Spatial Collocation and Venture Capital in Biotechnology

University of Missouri economists and McQuinn Center friends Christos Kolympiris, Nicholas Kalaitzandonakes, and Douglas Miller have a new paper on the collocation of biotechnology firms and venture capital funds. The paper’s just been accepted at Research Policy. Check it out:

Spatial Collocation and Venture Capital in the US Biotechnology Industry
Christos Kolympiris
Nicholas Kalaitzandonakes
Douglas Miller
University of Missouri

Biotechnology firms operate in a high-risk and high-reward environment and are in a constant race to secure venture capital (VC) funds. Previous contributions to the literature show that the VC firms tend to invest locally in order to monitor their investments and to provide operating assistance to their target firms. Further, biotechnology is a knowledge-based industry that tends to exhibit spatial clusters, and the firms in such industries may collocate to benefit from gaining access to local markets for specialized inputs (e.g., skilled researchers) and from local knowledge spillovers and network externalities. If such gains exist, we expect that the collocated firms should exhibit positively correlated performance, including in their ability to attract venture capital funds. The purpose of this paper is to empirically measure the strength and spatial extent of the relationships among the amount of funds raised by proximate biotechnology firms.

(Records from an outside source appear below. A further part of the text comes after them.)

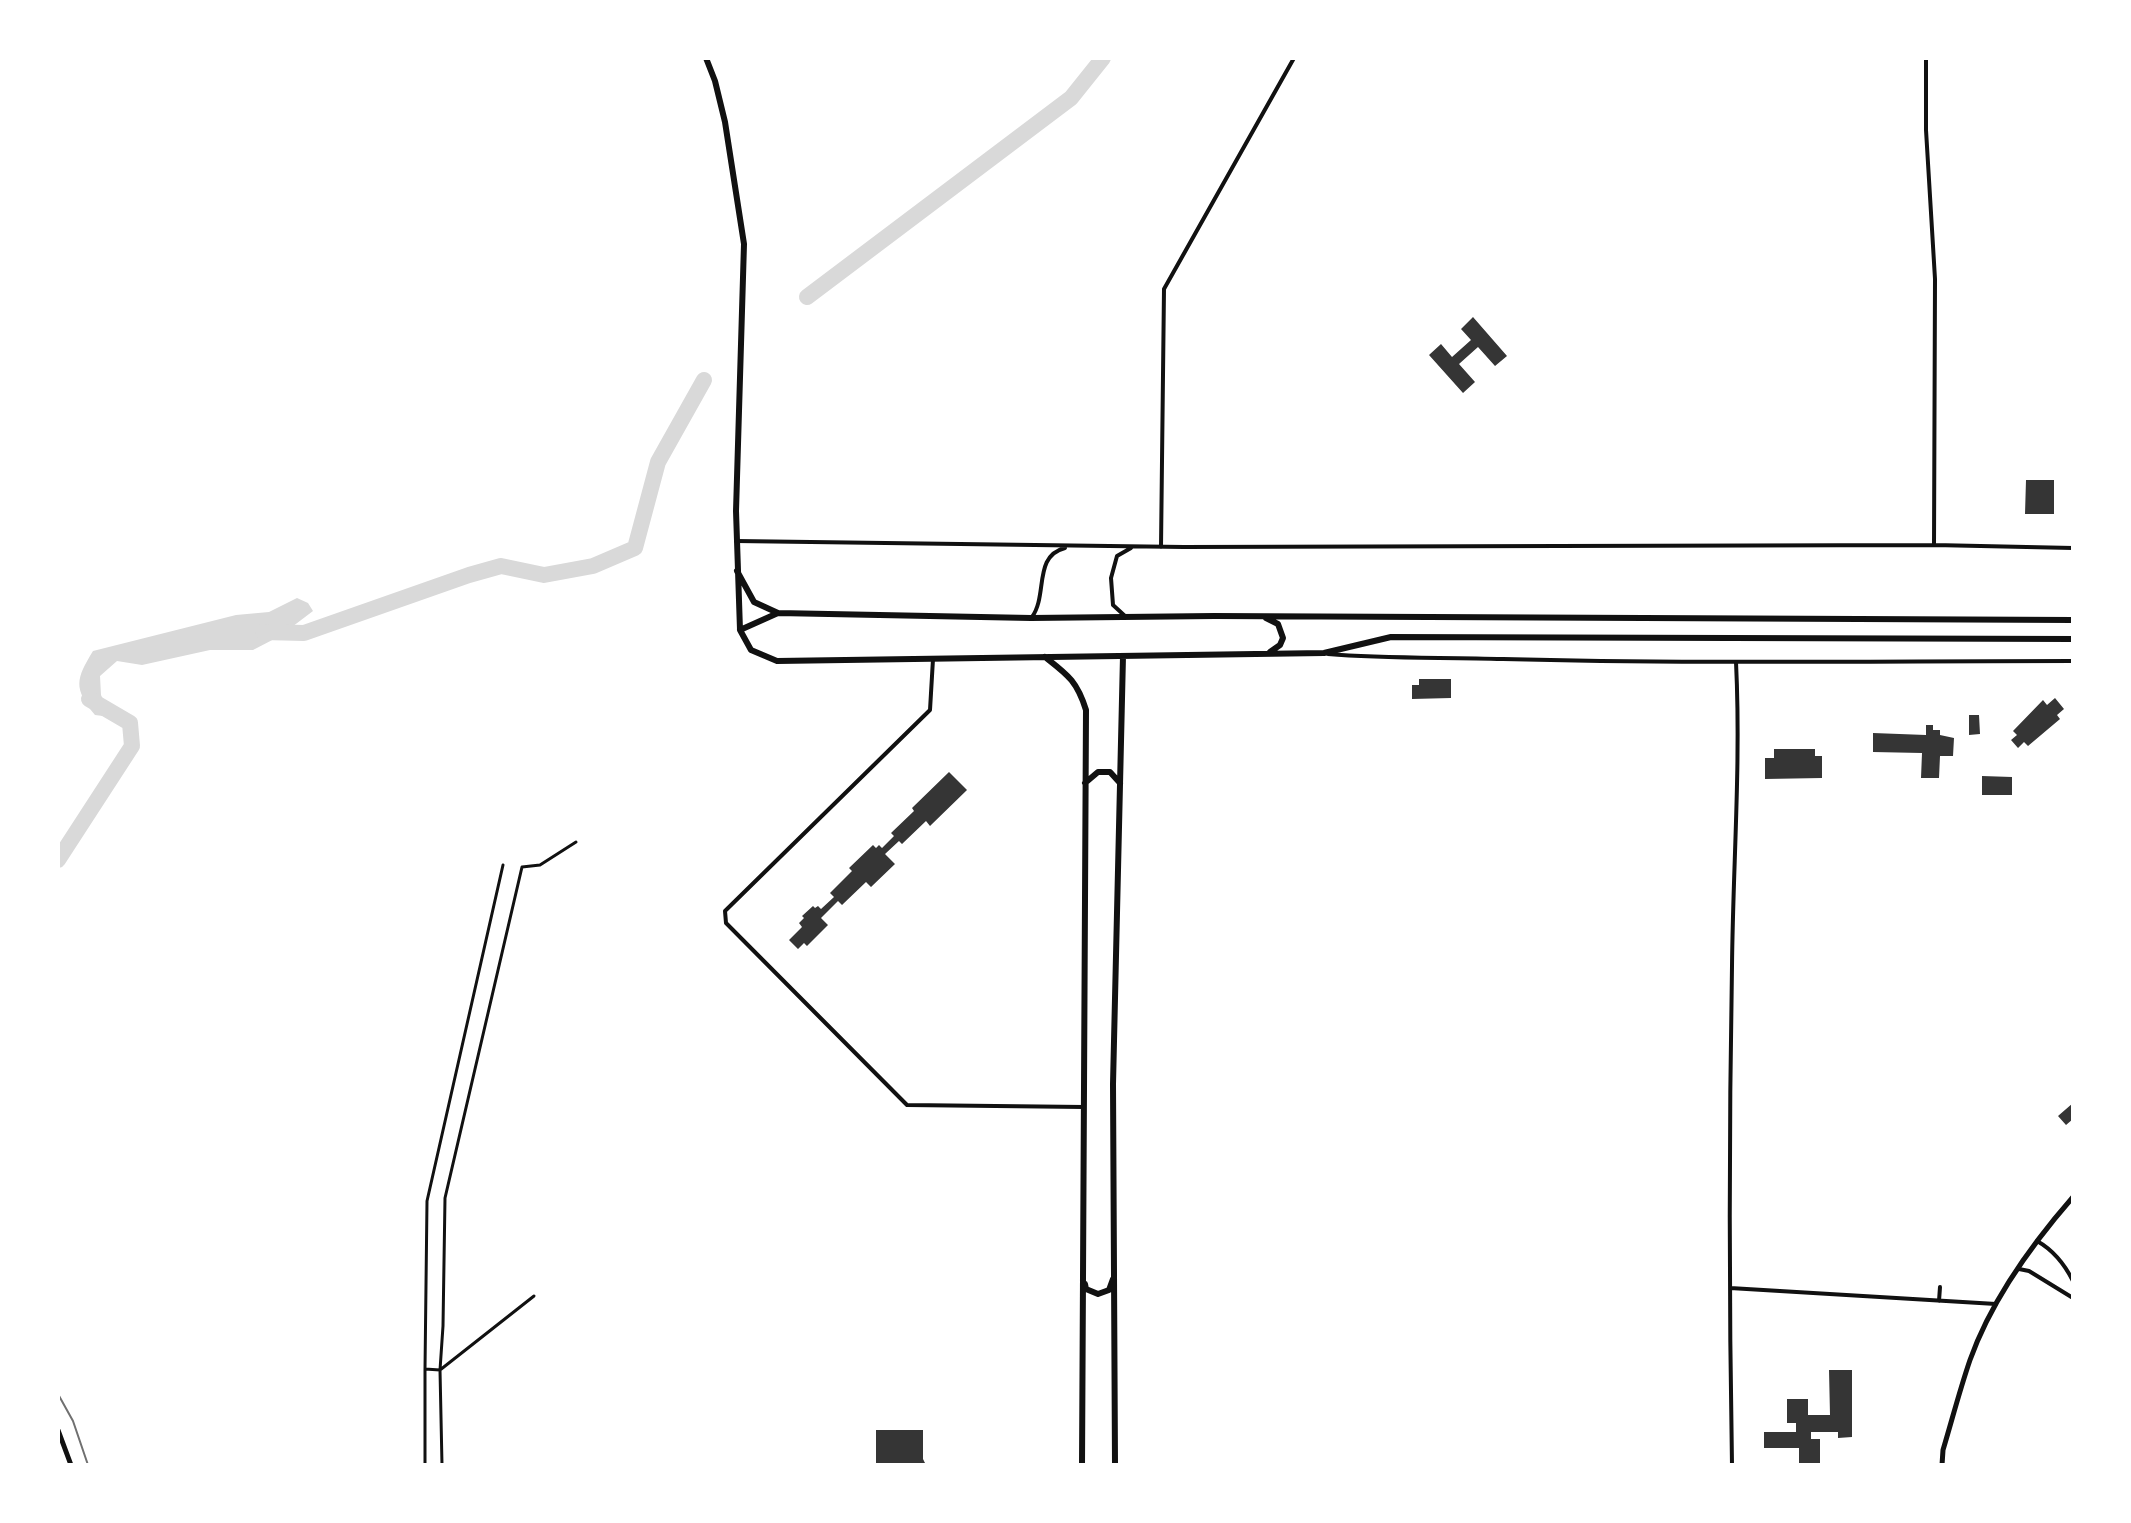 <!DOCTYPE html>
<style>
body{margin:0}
#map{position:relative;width:2131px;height:1523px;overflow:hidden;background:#fff;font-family:Manrope,sans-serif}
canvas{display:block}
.frame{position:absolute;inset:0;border:60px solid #fff;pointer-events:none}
</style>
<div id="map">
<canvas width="2131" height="1523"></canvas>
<div class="frame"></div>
</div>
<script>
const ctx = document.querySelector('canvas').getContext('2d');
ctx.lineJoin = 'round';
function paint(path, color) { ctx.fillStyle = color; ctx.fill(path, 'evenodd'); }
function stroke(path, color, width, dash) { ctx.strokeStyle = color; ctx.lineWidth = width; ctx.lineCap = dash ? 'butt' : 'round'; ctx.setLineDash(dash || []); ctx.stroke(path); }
paint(new Path2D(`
 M 297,598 L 308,603 L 313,611 L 280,636 L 253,650 L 210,650 L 142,665 L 117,661 L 100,676 L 101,695 L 111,717 L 95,715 C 73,688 76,679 93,651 L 236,615 L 269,612 Z`), '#d9d9d9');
stroke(new Path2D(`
 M 807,297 L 1071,98 L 1103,58
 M 263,632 L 304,633 L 469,575 L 501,566 L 544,575 L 593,566 L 635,548 L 658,462 L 704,380
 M 58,860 L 132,746 L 130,723 L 89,699`), '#d9d9d9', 16);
paint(new Path2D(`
 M 1473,317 L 1507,356 L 1495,366 L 1478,347 L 1459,364 L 1475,382 L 1463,393 L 1429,355 L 1441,344 L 1452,357 L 1471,340 L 1461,329 Z
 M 2026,480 L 2054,480 L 2054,514 L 2025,514 Z
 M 1419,679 L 1451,679 L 1451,698 L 1412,699 L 1412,685 L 1419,685 Z
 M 2055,698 L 2064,709 L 2057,715 L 2060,719 L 2028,746 L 2024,742 L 2018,748 L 2011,740 L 2017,735 L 2013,731 L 2043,700 L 2047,705 Z
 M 1969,715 L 1979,715 L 1980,734 L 1969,735 Z
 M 1926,725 L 1933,725 L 1933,730 L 1940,730 L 1940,735 L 1954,738 L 1953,756 L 1940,756 L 1939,778 L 1921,778 L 1922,753 L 1873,752 L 1873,733 L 1926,735 Z
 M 1774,749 L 1815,749 L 1815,756 L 1822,756 L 1822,778 L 1765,779 L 1765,758 L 1774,758 Z
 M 949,772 L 967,790 L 930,826 L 926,821 L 902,844 L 899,841 L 885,854 L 895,864 L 871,887 L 866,882 L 842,905 L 838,901 L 821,918 L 828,925 L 807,946 L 804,943 L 798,949 L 789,940 L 802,927 L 799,923 L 804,918 L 802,916 L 813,906 L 815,908 L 818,906 L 821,909 L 834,897 L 830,893 L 852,871 L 849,868 L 873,845 L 876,848 L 879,845 L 882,848 L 894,836 L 891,833 L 914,811 L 912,808 Z
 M 1982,776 L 2012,777 L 2012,795 L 1982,795 Z
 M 2073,1103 L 2073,1119 L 2066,1125 L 2058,1116 Z
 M 1829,1370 L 1852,1370 L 1852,1437 L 1838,1438 L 1838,1432 L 1811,1432 L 1811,1439 L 1820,1439 L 1820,1464 L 1799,1464 L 1799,1448 L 1764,1448 L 1764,1432 L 1796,1432 L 1796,1423 L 1787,1423 L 1787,1399 L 1808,1399 L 1808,1415 L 1830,1415 Z
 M 876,1430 L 923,1430 L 923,1459 L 926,1465 L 876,1465 Z`), '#353535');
stroke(new Path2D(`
 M 425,1369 L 427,1201 L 503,865
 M 425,1465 L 425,1369 L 440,1370 L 534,1296
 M 442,1465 L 440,1370 L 443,1326 L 445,1198 L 522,867 L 540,865 L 576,842`), '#111', 3);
stroke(new Path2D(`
 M 1926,58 L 1926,130 L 1935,279 L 1934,545
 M 736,541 L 1184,547 L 1934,545 L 2073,548
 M 1161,547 L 1164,289 L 1294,58
 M 1125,616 L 1113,605 L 1111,578 L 1117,556 L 1131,548
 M 1032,617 C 1048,595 1033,556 1065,548
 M 1328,654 C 1386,659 1444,657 1503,659 C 1693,664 1883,661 2073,661
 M 933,659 L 930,710 L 725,911 L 726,923 L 907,1105 L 1084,1107
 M 2037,1241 C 2053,1250 2065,1265 2073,1281
 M 2019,1269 L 2029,1271 L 2073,1298
 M 1730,1288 L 1996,1304
 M 1939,1301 L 1940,1287
 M 1732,1465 C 1729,1299 1729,1133 1732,966 C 1733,865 1741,764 1736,662`), '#111', 4);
stroke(new Path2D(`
 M 58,1430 L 71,1465
 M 1942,1465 L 1943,1450 C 1952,1420 1960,1389 1970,1360 C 1991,1301 2032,1244 2073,1197`), '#111', 5);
stroke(new Path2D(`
 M 706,58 L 715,81 L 725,122 L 744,244 L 736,511 L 740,630 L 751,650 L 777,661 L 1324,653 L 1391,637 L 2073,639
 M 737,571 L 754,602 L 778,613 L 1031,618 L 1214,616 L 2073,620
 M 1266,618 L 1278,624 L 1283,638 L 1280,645 L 1270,652
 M 740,630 L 778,613
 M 1045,657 C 1068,675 1077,681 1086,710 L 1082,1465
 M 1085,783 L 1098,772 L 1110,772 L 1120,783
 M 1085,1284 L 1086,1289 L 1098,1294 L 1109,1290 L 1113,1279
 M 1115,1465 L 1113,1084 L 1123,656`), '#111', 6);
stroke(new Path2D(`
 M 58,1394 L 73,1421 L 88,1465`), '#707070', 2);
</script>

We model these relationships with a spatial autoregression (SAR) model, and we control for characteristics of the biotechnology firms and the VC firms that provide their funds as well as site-specific factors. Based on our fitted SAR model, we find that the amount of venture capital raised by a particular biotechnology firm is significantly influenced by the number of VC firms and the VC funding levels raised by biotechnology firms located within a 10 mile radius, but these relationships are not statistically significant beyond this range.